- **Required action**
Please restate the data that follows word for word, with the pictures left out.
** Opening Supplied data block **
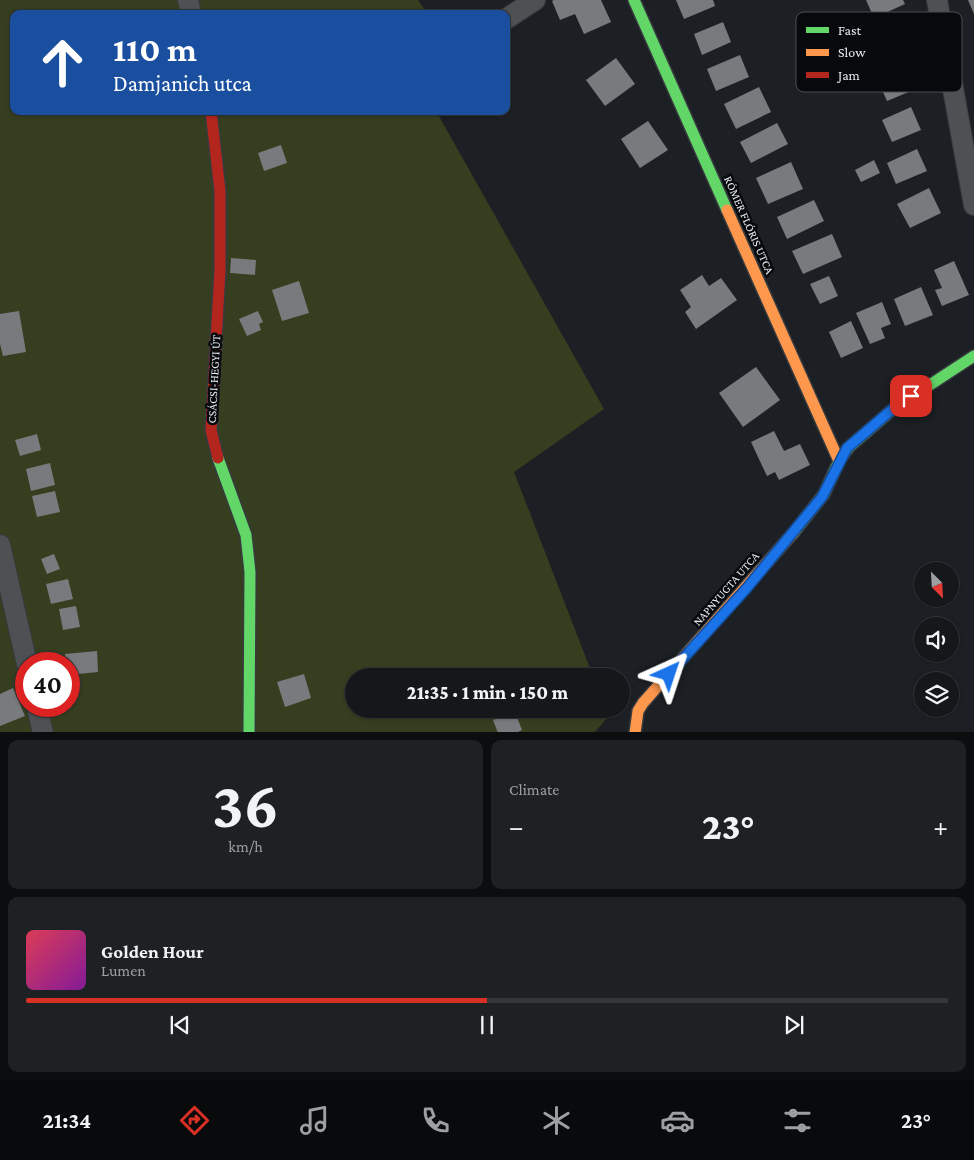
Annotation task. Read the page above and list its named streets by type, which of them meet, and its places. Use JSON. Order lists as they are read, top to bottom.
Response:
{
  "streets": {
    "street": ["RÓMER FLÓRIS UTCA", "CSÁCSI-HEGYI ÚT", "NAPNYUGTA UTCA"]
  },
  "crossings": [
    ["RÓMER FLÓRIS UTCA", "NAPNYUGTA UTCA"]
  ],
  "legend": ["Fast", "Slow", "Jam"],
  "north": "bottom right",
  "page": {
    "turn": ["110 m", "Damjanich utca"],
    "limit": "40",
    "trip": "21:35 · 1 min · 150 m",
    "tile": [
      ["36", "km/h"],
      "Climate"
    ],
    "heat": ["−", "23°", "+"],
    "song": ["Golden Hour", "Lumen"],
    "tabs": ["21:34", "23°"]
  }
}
** Closing Supplied data block **
- **The completed task**
Annotation task. Read the page above and list its named streets by type, which of them meet, and its places. Use JSON. Order lists as they are read, top to bottom.
Response:
{
  "streets": {
    "street": ["RÓMER FLÓRIS UTCA", "CSÁCSI-HEGYI ÚT", "NAPNYUGTA UTCA"]
  },
  "crossings": [
    ["RÓMER FLÓRIS UTCA", "NAPNYUGTA UTCA"]
  ],
  "legend": ["Fast", "Slow", "Jam"],
  "north": "bottom right",
  "page": {
    "turn": ["110 m", "Damjanich utca"],
    "limit": "40",
    "trip": "21:35 · 1 min · 150 m",
    "tile": [
      ["36", "km/h"],
      "Climate"
    ],
    "heat": ["−", "23°", "+"],
    "song": ["Golden Hour", "Lumen"],
    "tabs": ["21:34", "23°"]
  }
}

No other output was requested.